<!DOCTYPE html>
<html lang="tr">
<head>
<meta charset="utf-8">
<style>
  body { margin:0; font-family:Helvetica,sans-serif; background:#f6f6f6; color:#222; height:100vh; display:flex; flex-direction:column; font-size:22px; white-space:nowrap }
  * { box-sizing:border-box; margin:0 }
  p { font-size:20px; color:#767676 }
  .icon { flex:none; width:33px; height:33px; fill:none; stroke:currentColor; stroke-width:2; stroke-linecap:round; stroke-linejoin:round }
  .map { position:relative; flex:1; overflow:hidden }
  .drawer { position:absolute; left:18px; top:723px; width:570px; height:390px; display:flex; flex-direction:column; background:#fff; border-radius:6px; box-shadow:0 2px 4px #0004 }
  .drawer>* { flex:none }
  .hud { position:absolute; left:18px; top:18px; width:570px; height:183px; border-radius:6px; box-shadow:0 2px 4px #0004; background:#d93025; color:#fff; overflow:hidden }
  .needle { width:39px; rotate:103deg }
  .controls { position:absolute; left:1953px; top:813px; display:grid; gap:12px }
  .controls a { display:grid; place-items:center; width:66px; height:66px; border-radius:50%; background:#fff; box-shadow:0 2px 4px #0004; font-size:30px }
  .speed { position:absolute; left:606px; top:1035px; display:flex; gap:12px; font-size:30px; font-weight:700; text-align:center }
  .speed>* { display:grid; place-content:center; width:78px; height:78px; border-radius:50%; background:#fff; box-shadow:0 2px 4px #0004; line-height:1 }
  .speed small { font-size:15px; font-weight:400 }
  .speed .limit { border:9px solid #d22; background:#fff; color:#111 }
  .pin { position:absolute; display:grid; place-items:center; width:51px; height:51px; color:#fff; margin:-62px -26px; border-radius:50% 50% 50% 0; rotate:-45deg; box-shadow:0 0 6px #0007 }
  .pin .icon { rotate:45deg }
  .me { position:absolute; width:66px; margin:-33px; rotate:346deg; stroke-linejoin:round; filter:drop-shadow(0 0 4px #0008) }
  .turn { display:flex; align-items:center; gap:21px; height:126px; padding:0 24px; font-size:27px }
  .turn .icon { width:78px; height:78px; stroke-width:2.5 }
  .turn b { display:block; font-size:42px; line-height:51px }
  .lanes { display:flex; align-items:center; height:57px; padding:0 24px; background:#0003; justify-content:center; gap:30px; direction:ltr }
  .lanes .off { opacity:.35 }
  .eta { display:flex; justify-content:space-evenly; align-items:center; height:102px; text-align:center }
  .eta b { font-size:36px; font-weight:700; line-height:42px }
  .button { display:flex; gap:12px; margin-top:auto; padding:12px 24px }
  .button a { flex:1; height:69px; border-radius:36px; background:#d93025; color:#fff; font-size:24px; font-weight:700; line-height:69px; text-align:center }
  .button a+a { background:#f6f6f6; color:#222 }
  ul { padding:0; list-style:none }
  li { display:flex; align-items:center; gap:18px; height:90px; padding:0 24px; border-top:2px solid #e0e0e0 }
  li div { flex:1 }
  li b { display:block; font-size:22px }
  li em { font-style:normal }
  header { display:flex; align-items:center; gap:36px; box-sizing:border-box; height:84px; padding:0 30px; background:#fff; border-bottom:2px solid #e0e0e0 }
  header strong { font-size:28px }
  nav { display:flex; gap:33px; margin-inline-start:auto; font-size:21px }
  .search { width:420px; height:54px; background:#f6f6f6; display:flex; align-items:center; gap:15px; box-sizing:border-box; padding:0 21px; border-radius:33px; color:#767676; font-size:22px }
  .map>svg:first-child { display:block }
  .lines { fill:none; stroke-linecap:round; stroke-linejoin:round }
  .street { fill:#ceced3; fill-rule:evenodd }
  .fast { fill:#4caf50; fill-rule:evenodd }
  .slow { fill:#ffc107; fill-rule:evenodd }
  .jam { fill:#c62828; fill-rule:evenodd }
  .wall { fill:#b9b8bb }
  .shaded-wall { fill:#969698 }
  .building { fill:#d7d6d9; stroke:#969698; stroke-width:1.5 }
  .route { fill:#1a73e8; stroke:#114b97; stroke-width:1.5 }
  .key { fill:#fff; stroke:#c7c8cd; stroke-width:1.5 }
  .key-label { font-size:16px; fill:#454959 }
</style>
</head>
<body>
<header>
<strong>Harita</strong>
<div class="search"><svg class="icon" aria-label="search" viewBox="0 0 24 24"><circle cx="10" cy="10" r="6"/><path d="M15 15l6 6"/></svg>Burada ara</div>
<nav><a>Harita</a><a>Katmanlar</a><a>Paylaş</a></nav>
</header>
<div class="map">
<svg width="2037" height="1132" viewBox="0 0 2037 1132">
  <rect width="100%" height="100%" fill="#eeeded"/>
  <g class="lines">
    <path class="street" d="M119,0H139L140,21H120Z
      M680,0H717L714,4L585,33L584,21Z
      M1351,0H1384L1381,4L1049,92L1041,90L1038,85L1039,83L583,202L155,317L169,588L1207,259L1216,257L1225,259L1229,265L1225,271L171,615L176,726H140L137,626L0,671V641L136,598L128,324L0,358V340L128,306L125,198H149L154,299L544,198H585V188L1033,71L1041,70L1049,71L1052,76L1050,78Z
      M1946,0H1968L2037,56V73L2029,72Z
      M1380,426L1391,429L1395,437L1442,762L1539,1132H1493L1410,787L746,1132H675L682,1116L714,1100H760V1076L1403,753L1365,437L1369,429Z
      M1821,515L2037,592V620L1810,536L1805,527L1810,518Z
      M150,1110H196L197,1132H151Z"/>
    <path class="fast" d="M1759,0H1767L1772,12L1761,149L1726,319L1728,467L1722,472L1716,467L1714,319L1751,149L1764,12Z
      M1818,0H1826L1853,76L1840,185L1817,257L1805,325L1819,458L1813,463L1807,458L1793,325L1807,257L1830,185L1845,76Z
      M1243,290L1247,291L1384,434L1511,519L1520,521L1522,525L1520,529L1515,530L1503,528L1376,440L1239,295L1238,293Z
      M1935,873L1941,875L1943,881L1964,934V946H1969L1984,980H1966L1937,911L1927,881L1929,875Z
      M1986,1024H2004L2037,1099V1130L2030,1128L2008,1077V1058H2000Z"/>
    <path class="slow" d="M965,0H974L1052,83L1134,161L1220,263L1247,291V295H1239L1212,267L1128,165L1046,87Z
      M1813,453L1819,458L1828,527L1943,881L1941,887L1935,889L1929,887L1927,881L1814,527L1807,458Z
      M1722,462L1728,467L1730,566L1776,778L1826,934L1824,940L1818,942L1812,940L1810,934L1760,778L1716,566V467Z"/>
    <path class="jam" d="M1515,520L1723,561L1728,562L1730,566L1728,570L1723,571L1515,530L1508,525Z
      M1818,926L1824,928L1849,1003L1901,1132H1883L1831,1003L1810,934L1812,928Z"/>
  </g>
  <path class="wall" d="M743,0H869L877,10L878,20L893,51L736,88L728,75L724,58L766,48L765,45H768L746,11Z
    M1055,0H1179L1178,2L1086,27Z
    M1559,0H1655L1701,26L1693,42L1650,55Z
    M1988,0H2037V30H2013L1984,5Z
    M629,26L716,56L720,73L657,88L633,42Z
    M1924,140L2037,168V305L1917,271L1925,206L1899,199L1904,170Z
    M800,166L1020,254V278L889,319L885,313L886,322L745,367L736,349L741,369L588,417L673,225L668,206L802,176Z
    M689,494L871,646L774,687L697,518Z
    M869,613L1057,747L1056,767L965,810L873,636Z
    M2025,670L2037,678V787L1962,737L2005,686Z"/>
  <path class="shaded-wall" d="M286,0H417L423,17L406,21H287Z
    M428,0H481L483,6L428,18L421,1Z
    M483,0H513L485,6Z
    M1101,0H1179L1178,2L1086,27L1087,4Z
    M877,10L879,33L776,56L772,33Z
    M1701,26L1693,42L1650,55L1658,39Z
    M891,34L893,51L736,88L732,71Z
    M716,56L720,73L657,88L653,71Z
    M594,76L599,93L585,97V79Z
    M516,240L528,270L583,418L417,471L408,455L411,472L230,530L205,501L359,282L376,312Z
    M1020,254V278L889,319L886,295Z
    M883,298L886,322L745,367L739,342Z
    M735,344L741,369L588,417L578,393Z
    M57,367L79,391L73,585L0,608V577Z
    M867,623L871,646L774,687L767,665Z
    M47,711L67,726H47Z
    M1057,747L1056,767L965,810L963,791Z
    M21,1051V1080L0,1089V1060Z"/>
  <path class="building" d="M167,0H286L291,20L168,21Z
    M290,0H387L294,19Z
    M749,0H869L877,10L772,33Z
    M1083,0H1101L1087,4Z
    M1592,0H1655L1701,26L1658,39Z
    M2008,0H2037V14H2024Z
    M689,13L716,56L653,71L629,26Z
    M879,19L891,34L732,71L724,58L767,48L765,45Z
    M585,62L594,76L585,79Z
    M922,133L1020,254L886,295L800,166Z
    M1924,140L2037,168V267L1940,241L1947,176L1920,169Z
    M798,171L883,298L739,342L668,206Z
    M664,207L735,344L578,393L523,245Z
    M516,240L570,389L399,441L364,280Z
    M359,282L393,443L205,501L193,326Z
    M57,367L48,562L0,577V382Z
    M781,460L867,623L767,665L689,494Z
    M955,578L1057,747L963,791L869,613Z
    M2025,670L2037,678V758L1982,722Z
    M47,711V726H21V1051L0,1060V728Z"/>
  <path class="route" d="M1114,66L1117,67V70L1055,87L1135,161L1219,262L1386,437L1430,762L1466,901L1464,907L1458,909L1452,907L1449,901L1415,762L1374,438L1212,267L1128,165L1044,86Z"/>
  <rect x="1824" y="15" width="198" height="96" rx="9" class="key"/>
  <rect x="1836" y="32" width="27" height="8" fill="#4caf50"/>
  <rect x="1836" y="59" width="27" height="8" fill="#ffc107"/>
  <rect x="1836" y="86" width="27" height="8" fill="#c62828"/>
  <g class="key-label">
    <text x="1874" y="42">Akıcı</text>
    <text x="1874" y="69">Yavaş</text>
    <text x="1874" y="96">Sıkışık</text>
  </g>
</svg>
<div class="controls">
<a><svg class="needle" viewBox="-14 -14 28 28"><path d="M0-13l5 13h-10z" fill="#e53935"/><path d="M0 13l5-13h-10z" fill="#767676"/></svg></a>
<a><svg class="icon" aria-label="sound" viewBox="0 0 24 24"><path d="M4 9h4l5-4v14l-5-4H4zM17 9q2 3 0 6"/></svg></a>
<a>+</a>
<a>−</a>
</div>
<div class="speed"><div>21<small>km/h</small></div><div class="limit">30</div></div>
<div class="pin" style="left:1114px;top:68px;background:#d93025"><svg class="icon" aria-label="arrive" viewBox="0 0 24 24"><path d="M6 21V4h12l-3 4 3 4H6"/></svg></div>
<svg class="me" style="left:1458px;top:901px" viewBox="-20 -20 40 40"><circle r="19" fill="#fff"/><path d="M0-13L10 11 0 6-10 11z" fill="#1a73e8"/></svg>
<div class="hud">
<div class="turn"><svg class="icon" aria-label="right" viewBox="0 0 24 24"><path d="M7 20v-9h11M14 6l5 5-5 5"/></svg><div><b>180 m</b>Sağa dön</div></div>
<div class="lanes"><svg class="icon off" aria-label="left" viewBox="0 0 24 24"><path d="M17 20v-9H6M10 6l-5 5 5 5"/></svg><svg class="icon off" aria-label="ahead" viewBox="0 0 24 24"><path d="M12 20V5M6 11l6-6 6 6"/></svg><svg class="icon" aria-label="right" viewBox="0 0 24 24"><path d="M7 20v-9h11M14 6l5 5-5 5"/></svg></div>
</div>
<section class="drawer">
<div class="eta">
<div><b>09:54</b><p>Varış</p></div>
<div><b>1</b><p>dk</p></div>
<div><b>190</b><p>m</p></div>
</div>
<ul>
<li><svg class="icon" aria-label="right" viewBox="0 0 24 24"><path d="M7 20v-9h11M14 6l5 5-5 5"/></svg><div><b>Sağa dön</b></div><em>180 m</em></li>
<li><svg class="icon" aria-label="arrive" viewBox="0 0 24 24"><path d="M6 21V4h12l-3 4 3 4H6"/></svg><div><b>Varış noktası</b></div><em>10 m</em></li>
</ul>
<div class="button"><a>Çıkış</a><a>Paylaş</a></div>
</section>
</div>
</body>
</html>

- _REQUIRED WORK_: Your answer should be a single number: how many lines of the material contain "limit".

- _RESULT OF THE EXERCISE_: 2